Wednesday, July 11, 2007

as usual, Ga Ga Ga is dope

I don't know why I don't trust Spoon as easily as Mates Of State. Yes I do - poppy-ass keyboards and drums are hard to fuck up and easy to make great songs out of, so I preordered Bring It Back as soon as that shit was on the market. There are a select few groups whose records I will preorder, and I would've done it for Spoon's Gimme Fiction in 2004 except that I was on a school trip to NYC on the day it dropped, and I had the pleasure of buying it at Virgin in Times Square that night. Ani DiFranco, I think, screwed it up for me, because when I preordered Reprieve last year I wasn't ready for the big old alt-concepty kind of dark, dank Cask of Amontillado French, uh, wine storage cellar or what the fuck ever sound, and I still haven't listened to more than "Hypnotized" and "Decree". Actually I remember telling someone, "I'm not feeling that bleak right now." And the truth is that I don't want to get into that mood, and when I'm in it, I really don't want an instigator.

And I'm one of the folks who don't believe in "guilty pleasures" - if you like it and you think it's good, then you like it, you think it's good - so no one can ever make me feel bad for riding the Ani train for soooo damn long. You shouldn't be wasting your time trying to make people feel bad for the music they listen to in the first damn place.

Anyway, impulsively I started to preorder Ga Ga Ga Ga Ga but I stopped. I had the fifteen bucks or whatever, but I didn't want to get stuck with a piece of shit on my hands. And I'll comfortably call Spoon my favo(u?)rite band. I've been on that wagon since I was about 14 and at the end of my days, I'll take alternative/indie/rock over hip-hop, over funk, over "trip-hop" or whatever that's become, over trance, over Arabic pop and over Nina Simone - call me Caucasian, because I am - but I have this bratty kind of love-and-hate thing where I hate to listen to them for months, then I start again and it's like how did I live? Like a savage?
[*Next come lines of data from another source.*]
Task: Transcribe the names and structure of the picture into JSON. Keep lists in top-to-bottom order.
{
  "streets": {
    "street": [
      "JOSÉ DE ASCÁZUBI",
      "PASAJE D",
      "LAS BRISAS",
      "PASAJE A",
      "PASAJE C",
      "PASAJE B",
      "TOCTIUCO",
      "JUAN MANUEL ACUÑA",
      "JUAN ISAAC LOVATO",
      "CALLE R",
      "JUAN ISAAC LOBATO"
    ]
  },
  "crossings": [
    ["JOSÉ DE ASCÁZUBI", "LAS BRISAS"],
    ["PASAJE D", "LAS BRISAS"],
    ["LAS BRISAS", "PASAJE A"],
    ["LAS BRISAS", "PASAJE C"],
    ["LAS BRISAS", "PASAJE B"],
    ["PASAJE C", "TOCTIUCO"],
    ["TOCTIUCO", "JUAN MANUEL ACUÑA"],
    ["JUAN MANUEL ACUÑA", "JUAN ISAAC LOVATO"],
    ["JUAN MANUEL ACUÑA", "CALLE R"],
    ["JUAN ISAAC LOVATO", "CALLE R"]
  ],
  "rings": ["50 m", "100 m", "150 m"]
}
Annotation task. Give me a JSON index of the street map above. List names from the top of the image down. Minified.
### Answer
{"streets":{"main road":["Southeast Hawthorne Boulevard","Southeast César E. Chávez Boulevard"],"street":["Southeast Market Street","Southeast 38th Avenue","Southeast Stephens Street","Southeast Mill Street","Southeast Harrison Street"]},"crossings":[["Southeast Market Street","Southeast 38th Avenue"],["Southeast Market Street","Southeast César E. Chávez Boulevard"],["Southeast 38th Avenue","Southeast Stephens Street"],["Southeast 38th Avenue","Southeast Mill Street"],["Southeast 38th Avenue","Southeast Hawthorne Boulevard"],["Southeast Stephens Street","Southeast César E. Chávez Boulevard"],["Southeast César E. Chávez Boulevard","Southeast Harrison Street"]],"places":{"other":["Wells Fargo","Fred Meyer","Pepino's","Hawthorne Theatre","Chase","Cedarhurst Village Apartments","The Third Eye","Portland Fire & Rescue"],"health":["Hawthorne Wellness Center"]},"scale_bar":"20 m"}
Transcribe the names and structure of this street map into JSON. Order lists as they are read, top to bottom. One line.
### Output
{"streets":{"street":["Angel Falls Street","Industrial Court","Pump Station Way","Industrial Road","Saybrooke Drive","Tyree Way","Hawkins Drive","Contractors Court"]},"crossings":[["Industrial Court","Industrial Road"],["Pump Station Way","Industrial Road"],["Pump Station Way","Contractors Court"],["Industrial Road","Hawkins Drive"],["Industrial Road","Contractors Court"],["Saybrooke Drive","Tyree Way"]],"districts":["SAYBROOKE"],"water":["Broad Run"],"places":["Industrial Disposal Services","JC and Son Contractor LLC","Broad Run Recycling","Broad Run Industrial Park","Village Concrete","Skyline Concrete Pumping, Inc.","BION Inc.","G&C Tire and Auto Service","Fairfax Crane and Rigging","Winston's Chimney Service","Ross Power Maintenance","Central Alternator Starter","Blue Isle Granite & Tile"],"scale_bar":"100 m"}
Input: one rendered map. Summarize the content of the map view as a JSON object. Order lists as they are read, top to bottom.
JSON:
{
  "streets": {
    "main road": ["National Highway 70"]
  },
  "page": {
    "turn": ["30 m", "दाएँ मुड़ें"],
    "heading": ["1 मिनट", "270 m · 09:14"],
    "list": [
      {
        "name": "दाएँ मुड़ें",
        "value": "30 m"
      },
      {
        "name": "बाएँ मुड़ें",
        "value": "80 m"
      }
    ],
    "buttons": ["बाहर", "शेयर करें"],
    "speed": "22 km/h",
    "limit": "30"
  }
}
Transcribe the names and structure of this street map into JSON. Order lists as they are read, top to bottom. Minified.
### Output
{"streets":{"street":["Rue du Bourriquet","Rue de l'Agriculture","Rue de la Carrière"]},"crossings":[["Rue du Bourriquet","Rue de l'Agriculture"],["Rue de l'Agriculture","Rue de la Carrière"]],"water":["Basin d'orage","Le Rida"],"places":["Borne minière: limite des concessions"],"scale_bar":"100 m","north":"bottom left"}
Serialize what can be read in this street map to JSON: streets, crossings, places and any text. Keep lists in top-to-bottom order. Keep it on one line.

Ga Ga Ga, I streamed it from the free site Merge set up I think (I'm too lazy to get a link, boo) but I kind of drifted in and out of it. It sounded pre-Fiction, which shocked and awed me, but I've heard "Don't You Evah", "You Got Yr Cherry Bomb" (is it me or are these titles looking a little fucking Fall Out Boy, except they're making it indie-retro-cool) (and I do listen to FOB) and "Black Like Me" and I'm won. I warmed up to "The Underdog" in a big way. I think I'm going to pick the record up tonight and we're gonna get some alone time.

Thursday, July 5, 2007

4th of july ho-down

I can't remember what my whole stance was last year but yesterday I was really into the 4th of July, possibly for the first time. I'm at the age when every year I make a huge leap in terms of my maturity and kind of calm down a lot in terms of political beliefs and all that shazzy jazz. In emotions in general. I tend to overdo it. But having spent a good six months in Toronto with shitloads of immigrants - and I never got used to saying 'fob' which I thought was super offensive, but I did get used to calling folks 'brown' - it sounds pretty damn cliche but sadly it's the truth, that I don't think you can get a good grasp on the hulk of what the US stands for unless you've lived outside of it. And I only went to CANADA. Like almost barely across the border (but it takes a long time if you're not used to the superior Canadian road system, which assumes that its drivers are intelligently superior and just kind of figure out what to do when there's 700 lanes and 5 million exits in half a mile of expressway), and I only now have like a small gleam of appreciation for having been born an American to a family of Americans. I think the closest relatives I had from Europe were my paternal G-granddaddy from Croatia and my maternal G-grandmama from Austria. And we're totally assimmilated now.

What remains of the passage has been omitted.